--- Task instructions ---
Set down exactly the lines of the listing below, please, beginning with the first and ending with the line that holds "position:absolute; right:15px; bottom:15px;".
______________________________
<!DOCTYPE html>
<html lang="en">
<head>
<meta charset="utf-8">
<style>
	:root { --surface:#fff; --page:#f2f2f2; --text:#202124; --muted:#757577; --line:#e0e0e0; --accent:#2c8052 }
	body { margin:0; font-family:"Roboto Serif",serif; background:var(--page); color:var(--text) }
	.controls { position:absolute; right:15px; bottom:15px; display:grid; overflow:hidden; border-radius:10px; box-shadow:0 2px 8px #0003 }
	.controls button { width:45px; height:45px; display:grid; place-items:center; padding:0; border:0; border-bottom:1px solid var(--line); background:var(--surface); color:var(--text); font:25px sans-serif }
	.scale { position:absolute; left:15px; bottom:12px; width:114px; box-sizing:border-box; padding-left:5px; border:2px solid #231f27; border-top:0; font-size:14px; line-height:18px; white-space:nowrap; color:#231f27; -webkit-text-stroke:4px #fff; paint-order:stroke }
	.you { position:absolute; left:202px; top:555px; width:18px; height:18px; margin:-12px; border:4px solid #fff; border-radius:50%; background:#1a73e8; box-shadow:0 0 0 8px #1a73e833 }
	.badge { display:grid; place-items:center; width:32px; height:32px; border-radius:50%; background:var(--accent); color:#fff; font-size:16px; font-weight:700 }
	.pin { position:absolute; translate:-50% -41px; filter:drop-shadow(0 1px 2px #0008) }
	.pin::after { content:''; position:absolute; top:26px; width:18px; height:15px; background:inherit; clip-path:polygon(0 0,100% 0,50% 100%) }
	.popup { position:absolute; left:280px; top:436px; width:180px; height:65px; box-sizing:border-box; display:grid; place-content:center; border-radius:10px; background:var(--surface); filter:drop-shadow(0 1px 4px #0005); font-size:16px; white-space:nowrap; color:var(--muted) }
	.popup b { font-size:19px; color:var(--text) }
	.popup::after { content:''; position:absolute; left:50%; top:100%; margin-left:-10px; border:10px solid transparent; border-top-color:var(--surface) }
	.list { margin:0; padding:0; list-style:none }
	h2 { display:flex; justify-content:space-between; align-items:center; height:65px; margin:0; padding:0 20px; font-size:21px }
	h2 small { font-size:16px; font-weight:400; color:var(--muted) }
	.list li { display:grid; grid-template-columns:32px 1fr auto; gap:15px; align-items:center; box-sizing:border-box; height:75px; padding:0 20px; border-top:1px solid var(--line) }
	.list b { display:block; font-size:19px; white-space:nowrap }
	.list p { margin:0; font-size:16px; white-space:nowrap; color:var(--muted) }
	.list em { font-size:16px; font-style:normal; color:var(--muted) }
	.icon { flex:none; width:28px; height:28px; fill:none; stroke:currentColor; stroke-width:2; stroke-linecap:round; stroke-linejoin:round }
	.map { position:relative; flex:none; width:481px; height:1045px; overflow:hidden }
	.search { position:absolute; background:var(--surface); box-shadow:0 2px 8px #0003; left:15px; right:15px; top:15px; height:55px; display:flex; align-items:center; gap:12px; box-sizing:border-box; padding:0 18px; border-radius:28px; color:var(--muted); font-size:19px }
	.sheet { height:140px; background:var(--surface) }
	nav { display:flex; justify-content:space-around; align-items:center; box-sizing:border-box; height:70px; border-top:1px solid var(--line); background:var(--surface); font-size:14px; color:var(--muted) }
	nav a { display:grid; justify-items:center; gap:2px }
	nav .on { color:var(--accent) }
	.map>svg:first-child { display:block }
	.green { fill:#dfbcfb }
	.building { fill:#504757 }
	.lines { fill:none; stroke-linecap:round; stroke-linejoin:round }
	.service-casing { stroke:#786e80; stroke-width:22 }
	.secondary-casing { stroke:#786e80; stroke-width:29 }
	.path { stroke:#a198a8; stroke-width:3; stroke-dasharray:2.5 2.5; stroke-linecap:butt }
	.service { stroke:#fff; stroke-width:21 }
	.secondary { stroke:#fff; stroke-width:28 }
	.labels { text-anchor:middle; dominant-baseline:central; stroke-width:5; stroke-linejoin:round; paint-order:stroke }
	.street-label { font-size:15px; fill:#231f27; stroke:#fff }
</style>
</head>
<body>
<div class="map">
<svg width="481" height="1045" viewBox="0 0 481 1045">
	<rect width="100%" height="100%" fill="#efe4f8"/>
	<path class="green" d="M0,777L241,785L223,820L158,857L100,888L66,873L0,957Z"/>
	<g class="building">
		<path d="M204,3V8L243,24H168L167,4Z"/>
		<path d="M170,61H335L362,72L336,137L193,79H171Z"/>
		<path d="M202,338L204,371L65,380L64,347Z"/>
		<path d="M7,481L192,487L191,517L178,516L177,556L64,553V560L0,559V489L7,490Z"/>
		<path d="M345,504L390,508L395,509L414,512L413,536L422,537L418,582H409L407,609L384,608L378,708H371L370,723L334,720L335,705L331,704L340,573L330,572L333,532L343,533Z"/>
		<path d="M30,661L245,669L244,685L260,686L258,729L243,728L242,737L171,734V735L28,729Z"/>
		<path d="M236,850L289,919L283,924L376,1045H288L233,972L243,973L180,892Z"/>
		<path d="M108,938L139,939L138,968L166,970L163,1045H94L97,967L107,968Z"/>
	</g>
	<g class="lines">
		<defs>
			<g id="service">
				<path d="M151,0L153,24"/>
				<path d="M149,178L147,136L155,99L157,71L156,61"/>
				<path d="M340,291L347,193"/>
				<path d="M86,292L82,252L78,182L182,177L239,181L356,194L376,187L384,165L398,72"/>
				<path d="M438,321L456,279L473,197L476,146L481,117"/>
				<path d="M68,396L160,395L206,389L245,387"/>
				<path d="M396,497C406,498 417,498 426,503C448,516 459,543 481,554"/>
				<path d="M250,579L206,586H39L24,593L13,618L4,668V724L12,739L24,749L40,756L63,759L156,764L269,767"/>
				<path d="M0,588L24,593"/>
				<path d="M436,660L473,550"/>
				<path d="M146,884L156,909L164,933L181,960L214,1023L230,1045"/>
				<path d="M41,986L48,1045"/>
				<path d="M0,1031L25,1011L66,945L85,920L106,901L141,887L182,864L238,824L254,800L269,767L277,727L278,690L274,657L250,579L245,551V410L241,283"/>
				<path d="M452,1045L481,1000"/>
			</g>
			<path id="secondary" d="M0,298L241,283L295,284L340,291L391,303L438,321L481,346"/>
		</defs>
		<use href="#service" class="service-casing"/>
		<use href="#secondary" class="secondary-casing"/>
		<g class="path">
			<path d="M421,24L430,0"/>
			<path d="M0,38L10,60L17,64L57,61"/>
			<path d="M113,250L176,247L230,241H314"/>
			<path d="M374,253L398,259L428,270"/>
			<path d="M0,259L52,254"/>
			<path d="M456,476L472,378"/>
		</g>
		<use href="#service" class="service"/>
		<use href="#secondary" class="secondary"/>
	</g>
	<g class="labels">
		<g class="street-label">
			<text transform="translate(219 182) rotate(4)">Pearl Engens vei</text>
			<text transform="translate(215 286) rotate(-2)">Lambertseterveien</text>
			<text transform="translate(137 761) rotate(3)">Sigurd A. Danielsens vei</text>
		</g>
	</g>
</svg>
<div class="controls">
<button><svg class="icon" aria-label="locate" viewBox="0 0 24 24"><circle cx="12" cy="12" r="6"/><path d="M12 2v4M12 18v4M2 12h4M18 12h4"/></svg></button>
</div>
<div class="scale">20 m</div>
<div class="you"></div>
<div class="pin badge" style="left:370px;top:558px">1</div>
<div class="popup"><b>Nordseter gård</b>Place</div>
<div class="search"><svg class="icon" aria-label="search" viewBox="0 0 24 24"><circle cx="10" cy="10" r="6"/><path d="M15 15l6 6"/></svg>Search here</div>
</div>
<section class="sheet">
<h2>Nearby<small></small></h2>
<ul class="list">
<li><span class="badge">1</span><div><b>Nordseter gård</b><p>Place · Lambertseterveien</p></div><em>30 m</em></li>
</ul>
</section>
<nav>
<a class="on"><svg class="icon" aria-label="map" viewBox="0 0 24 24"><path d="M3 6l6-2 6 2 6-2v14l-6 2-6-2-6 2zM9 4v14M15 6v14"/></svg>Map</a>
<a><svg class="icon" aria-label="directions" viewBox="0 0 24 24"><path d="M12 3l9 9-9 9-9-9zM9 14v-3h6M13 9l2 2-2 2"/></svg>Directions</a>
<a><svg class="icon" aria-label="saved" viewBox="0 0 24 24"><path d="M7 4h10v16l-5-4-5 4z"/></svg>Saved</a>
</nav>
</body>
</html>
______________________________
--- Response for this exercise ---
<!DOCTYPE html>
<html lang="en">
<head>
<meta charset="utf-8">
<style>
	:root { --surface:#fff; --page:#f2f2f2; --text:#202124; --muted:#757577; --line:#e0e0e0; --accent:#2c8052 }
	body { margin:0; font-family:"Roboto Serif",serif; background:var(--page); color:var(--text) }
	.controls { position:absolute; right:15px; bottom:15px; display:grid; overflow:hidden; border-radius:10px; box-shadow:0 2px 8px #0003 }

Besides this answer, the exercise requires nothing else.